Aim of the exercise
Filter these entries so that only lines with the word "filterUnits" remain.

Records for processing
▽

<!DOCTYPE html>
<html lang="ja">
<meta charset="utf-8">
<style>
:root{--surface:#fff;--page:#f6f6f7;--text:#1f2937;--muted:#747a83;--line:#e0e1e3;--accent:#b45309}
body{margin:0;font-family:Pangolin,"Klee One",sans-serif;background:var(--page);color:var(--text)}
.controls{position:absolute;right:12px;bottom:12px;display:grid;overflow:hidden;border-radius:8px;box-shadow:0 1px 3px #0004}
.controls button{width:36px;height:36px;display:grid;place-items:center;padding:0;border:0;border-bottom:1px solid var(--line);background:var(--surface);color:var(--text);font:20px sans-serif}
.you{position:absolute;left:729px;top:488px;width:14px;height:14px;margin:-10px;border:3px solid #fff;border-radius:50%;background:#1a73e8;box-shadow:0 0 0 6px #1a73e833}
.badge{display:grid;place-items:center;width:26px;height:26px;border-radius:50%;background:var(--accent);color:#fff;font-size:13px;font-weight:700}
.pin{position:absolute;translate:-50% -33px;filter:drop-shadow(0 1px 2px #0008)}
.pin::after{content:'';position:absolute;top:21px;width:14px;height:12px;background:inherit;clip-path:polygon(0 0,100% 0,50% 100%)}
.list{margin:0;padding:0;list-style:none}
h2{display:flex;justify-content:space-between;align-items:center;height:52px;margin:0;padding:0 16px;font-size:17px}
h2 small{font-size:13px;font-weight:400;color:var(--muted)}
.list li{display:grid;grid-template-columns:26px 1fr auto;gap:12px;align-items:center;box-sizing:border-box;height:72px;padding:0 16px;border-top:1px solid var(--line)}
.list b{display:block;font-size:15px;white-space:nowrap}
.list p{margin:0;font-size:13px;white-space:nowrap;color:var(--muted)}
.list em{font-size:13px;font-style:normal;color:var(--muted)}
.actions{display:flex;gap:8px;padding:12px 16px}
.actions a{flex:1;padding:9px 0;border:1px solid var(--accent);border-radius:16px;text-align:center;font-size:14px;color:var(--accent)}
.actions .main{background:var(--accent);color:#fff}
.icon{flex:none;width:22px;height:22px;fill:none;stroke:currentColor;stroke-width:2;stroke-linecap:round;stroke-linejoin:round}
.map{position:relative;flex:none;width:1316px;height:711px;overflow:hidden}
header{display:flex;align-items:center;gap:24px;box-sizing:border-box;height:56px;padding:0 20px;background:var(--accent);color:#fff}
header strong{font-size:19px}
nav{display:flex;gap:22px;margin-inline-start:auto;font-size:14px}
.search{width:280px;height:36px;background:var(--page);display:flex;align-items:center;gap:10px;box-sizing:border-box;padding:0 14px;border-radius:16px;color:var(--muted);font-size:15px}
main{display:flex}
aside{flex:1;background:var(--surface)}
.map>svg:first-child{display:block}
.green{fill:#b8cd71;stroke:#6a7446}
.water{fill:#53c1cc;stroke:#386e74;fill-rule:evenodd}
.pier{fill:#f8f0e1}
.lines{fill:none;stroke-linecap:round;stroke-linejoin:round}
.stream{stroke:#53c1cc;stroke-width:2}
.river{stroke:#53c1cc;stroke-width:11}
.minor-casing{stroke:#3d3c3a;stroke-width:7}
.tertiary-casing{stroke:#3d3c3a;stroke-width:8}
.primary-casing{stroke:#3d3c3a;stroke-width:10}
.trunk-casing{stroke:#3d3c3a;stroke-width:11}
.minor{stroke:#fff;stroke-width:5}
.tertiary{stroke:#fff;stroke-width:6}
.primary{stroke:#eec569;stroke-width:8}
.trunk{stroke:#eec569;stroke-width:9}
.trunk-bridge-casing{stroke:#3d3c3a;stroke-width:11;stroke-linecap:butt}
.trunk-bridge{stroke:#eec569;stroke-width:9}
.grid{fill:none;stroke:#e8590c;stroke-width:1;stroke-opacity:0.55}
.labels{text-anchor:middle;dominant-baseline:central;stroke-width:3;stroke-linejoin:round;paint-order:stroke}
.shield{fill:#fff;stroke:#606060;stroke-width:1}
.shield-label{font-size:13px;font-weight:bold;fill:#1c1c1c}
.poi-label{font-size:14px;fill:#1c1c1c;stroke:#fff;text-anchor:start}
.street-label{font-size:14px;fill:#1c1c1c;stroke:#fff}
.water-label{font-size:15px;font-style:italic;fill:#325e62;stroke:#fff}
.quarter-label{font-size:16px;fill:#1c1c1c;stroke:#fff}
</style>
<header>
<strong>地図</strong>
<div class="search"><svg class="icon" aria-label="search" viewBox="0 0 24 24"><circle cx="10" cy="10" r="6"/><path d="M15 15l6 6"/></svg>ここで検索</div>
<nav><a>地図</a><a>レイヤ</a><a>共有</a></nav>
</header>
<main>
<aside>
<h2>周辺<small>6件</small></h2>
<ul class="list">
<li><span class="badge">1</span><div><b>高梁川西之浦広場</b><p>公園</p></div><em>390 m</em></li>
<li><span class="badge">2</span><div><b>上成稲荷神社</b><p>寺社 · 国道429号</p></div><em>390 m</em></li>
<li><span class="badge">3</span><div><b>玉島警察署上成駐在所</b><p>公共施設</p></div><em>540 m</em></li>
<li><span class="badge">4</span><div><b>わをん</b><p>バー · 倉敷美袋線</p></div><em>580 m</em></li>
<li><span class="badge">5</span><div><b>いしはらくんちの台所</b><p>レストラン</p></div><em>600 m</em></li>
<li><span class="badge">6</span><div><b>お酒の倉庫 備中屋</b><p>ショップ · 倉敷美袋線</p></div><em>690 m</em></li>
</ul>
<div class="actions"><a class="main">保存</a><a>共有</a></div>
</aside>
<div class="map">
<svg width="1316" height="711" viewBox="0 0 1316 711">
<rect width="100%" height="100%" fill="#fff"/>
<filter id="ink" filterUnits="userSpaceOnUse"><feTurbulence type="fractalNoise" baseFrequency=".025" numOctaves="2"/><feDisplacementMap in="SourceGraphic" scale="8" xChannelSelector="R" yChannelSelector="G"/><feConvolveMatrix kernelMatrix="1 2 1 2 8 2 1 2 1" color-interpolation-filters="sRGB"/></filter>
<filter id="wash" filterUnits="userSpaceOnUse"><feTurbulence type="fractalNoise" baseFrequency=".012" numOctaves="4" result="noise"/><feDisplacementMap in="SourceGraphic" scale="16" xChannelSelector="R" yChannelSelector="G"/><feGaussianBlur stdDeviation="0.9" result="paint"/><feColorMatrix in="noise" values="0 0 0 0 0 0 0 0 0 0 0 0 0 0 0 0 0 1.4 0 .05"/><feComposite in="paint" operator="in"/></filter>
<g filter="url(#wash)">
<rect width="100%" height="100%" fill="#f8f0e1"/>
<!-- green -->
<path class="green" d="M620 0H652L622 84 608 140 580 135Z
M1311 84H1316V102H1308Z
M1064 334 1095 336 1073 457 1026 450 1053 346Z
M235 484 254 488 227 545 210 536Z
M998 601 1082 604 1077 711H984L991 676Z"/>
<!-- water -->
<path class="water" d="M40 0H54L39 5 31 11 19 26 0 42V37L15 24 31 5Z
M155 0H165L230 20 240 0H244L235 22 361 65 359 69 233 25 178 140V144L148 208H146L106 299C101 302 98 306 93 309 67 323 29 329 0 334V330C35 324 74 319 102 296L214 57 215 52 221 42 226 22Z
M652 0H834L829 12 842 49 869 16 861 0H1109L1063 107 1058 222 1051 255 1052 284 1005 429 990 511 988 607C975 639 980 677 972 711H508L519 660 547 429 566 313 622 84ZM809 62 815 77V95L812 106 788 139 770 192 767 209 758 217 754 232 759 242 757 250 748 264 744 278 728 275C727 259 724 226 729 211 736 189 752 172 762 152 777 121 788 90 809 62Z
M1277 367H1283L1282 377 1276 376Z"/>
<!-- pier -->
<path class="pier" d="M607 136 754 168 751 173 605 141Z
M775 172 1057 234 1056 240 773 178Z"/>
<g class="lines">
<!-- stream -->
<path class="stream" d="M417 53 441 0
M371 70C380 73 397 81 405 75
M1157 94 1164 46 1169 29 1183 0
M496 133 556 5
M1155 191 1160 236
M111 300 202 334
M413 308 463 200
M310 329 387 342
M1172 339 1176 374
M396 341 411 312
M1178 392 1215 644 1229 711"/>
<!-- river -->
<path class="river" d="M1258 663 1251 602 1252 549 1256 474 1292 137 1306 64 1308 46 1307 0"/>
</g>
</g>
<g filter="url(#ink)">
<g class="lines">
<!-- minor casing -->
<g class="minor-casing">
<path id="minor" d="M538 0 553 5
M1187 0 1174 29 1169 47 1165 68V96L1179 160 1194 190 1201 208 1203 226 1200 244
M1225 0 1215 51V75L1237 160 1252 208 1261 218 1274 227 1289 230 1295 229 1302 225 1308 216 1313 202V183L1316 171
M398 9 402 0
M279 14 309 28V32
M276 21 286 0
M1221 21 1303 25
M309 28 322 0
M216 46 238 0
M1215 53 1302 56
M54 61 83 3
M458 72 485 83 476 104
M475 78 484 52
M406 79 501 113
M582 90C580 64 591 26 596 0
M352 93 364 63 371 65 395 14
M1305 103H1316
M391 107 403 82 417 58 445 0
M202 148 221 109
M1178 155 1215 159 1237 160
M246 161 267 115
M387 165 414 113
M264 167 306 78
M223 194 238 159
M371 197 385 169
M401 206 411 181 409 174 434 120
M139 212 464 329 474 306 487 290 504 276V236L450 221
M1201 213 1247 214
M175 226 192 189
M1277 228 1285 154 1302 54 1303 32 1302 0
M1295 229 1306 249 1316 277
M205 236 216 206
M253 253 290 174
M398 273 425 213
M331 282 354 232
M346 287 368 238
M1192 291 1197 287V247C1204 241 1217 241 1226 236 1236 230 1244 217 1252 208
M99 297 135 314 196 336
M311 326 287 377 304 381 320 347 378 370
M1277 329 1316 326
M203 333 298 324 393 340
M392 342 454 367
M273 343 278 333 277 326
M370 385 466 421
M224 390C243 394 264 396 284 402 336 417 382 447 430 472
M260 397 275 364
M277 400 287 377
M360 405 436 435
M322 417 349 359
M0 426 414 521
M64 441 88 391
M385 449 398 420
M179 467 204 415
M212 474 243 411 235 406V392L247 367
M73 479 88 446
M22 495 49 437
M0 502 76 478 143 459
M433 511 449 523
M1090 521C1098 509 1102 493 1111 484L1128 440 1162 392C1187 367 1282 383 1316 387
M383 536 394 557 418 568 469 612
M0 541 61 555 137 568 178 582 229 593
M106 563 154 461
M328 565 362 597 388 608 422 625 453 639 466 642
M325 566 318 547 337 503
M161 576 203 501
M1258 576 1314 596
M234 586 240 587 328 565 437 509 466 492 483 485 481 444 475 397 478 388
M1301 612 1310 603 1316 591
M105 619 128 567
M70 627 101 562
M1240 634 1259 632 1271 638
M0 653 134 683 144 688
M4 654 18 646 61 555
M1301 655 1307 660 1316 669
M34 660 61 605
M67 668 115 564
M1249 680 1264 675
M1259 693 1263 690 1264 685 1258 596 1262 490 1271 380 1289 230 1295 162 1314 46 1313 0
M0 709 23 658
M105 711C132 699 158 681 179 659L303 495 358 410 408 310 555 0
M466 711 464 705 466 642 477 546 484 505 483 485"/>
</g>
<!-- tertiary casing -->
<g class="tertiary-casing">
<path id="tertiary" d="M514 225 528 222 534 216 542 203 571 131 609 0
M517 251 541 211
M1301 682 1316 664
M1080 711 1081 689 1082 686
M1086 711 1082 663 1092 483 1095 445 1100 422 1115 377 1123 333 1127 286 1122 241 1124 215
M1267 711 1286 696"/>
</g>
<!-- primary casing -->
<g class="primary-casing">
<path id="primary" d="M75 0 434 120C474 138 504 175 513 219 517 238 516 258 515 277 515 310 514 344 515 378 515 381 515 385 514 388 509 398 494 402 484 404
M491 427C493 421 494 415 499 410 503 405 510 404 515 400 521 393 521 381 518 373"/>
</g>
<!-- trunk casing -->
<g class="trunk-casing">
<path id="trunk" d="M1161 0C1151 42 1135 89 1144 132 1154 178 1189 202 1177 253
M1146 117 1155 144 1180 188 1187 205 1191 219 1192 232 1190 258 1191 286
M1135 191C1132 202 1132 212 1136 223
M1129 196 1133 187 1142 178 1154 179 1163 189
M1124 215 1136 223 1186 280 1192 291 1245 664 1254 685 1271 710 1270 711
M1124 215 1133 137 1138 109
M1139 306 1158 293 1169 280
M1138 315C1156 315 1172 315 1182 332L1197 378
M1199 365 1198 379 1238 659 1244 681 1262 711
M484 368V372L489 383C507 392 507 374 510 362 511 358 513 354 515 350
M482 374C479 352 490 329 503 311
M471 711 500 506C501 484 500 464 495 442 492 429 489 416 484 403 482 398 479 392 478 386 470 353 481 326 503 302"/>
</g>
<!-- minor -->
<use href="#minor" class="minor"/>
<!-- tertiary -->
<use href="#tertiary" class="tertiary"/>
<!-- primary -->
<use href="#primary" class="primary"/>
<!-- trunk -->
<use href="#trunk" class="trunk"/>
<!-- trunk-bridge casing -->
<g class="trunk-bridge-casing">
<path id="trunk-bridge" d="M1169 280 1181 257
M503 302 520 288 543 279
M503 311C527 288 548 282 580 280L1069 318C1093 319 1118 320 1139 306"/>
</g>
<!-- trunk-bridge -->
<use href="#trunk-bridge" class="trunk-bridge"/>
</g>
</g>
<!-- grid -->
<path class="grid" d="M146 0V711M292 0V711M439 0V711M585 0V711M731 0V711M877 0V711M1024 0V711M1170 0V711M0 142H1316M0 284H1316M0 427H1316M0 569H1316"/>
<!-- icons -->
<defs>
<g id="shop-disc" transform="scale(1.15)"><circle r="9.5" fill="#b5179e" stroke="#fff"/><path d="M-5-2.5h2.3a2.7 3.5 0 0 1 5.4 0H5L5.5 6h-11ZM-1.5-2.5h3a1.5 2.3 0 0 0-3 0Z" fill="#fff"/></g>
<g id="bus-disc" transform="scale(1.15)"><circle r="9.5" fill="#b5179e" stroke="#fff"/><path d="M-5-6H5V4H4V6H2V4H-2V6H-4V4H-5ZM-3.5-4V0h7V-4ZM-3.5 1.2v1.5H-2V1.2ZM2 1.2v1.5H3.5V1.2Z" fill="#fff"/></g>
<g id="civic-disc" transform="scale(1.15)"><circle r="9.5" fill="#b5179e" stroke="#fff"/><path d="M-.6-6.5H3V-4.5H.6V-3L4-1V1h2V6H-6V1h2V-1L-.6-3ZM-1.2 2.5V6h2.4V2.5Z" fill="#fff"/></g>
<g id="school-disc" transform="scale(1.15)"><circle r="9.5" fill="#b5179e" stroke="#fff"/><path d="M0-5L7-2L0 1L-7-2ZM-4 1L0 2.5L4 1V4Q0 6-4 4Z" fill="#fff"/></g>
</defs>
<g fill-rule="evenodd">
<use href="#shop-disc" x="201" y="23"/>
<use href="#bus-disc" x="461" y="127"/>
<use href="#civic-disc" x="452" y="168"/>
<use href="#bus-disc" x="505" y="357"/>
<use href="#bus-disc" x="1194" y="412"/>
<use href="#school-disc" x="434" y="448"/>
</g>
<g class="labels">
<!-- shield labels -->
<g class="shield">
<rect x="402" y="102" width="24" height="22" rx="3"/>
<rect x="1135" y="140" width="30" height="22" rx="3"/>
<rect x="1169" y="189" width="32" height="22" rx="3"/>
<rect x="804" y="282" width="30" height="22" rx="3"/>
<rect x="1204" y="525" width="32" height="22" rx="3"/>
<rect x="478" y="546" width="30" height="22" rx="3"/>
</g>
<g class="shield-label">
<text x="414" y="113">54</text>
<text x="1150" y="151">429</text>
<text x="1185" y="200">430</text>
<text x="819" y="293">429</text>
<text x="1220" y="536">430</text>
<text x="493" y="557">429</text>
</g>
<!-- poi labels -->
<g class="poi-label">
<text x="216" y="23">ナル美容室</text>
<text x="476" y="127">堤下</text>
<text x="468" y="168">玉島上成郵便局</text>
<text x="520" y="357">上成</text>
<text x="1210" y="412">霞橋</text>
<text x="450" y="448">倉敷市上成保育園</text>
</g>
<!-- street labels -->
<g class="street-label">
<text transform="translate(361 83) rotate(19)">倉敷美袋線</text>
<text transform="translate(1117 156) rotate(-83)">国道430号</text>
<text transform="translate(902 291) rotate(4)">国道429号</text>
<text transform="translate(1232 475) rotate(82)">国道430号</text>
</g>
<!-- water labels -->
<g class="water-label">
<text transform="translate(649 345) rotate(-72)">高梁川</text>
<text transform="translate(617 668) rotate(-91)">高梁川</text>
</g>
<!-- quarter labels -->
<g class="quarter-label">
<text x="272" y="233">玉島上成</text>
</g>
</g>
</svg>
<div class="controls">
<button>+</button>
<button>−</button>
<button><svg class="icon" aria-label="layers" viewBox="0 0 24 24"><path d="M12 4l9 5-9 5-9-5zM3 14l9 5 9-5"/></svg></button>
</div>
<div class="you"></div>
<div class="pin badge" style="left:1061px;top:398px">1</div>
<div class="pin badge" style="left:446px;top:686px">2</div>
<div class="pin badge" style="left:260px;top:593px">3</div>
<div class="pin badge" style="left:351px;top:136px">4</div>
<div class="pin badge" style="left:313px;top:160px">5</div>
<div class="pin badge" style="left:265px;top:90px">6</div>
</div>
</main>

△

Task response
<filter id="ink" filterUnits="userSpaceOnUse"><feTurbulence type="fractalNoise" baseFrequency=".025" numOctaves="2"/><feDisplacementMap in="SourceGraphic" scale="8" xChannelSelector="R" yChannelSelector="G"/><feConvolveMatrix kernelMatrix="1 2 1 2 8 2 1 2 1" color-interpolation-filters="sRGB"/></filter>
<filter id="wash" filterUnits="userSpaceOnUse"><feTurbulence type="fractalNoise" baseFrequency=".012" numOctaves="4" result="noise"/><feDisplacementMap in="SourceGraphic" scale="16" xChannelSelector="R" yChannelSelector="G"/><feGaussianBlur stdDeviation="0.9" result="paint"/><feColorMatrix in="noise" values="0 0 0 0 0 0 0 0 0 0 0 0 0 0 0 0 0 1.4 0 .05"/><feComposite in="paint" operator="in"/></filter>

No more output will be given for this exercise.